Un giorno di agosto, per nulla soleggiato e nemmeno caldo, sono andata sul monte Grappa e ci ho trovato una grande scultura.

La sono andata a cercare perché avevo visto un cartello che indicava un monumento alla resistenza partigiana; così, svoltando l’ennesimo tornante, l’avevo vista in lontananza. Ho parcheggiato la macchina e le sono andata incontro, l’ho studiata passo dopo passo cercando di capire che cosa rappresentasse; prima era piccolina davanti al suo sfondo erboso, la potevo tenere tra due dita, ma dopo pochi minuti mi sovrastava. Era nera e informe, come se un’improvvisa vampata di intenso calore avesse squagliato la matericità del bronzo. La prima cosa che sono riuscita a distinguere mentre mi avvicinavo erano due gambe e due braccia, che avevano delle mani contratte e protese verso il cielo.

Le ho girato attorno come un avvoltoio attento: la seconda cosa che ho visto è stata un ventre svuotato e la terza un volto, il cui profilo era rivolto verso l’alto e ben delineato contro il cielo, ma non aveva lineamenti definiti ed il suo occhio non era altro che un buco: il vuoto lo faceva sembrare spalancato. Ho notato poi che le mani erano strette da lembi di corda nera, come se una volta fossero legate tra di loro e si fossero liberate. Insomma, ho capito perché i partigiani.
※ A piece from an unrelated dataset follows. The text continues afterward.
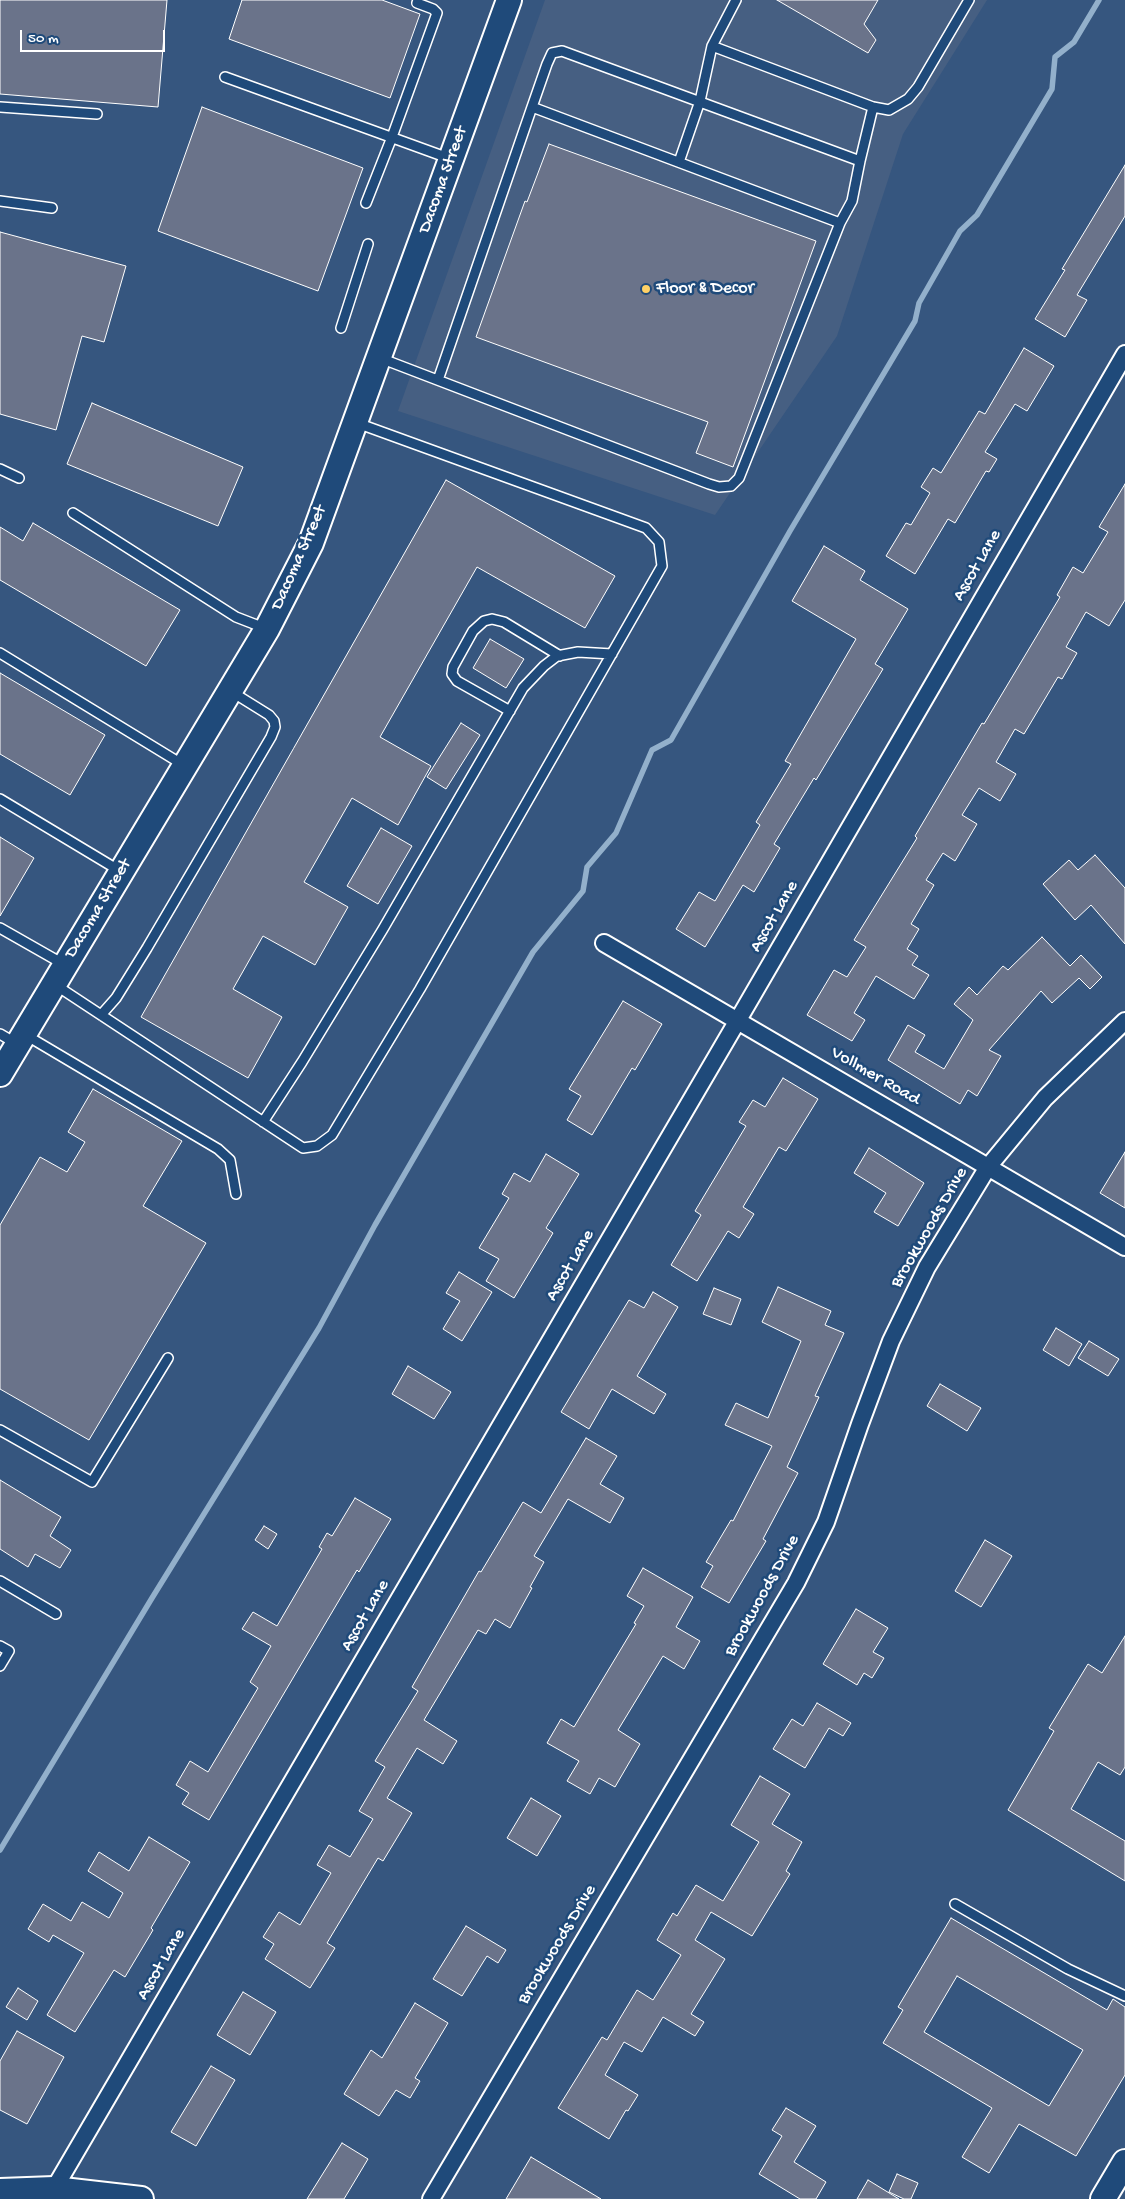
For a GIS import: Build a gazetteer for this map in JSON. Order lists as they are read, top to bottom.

Ma poi ho continuato a girare ed ho incrociato due lastre di pietra con due iscrizioni. La prima, incastonata nella roccia vicino ad una oscura apertura nella montagna, diceva così: “A ricordo dei sette partigiani bruciati vivi in questa galleria da lanciafiamme degli oppressori nazifascisti” e poi una data, quasi nascosta, 22-09-1944. Il mio corpo è stato immediatamente attraversato da quel brivido spontaneo, quello di una mente che prova ad immaginare che cosa si può provare a morire arsi vivi, sentirsi la pelle che si squaglia e il cervello saturo di dolore che ti sembra sul punto di esplodere. Una morte atroce che non si merita nessuno.

Poi ho letto anche l’altra lastra, di marmo questa, dai contorni precisi rettangolari ed accompagnata da fiori rossi e bianchi, rose circondate da un nastro tricolore.

“E per la forza di una parola
Io ricomincio la mia vita
Sono nato per conoscerti
Per chiamarti
Libertà”

Dopo anni di esperienze e di continue riflessioni su di esse sono giunta alla conclusione che sono una persona sensibile; in certi casi, enormemente sensibile. Il tema della guerra è uno di quelli che incontra invariabilmente la mia pena ogni volta che lo sento, che sia declinato in un film o in un libro di storia. Non so se credo veramente nel Paradiso ma credo nel fatto che, in qualche modo, se rivolgi un pensiero ai morti loro ti sentono; perciò, ogni monumento ai caduti delle guerre mi provoca un infinito senso di pietà e di commozione. Forse perché mi saltano subito in mente quei versi di De André, quelli che raccontano del soldato Piero mentre se ne va al fronte senza capire perché ci sta andando.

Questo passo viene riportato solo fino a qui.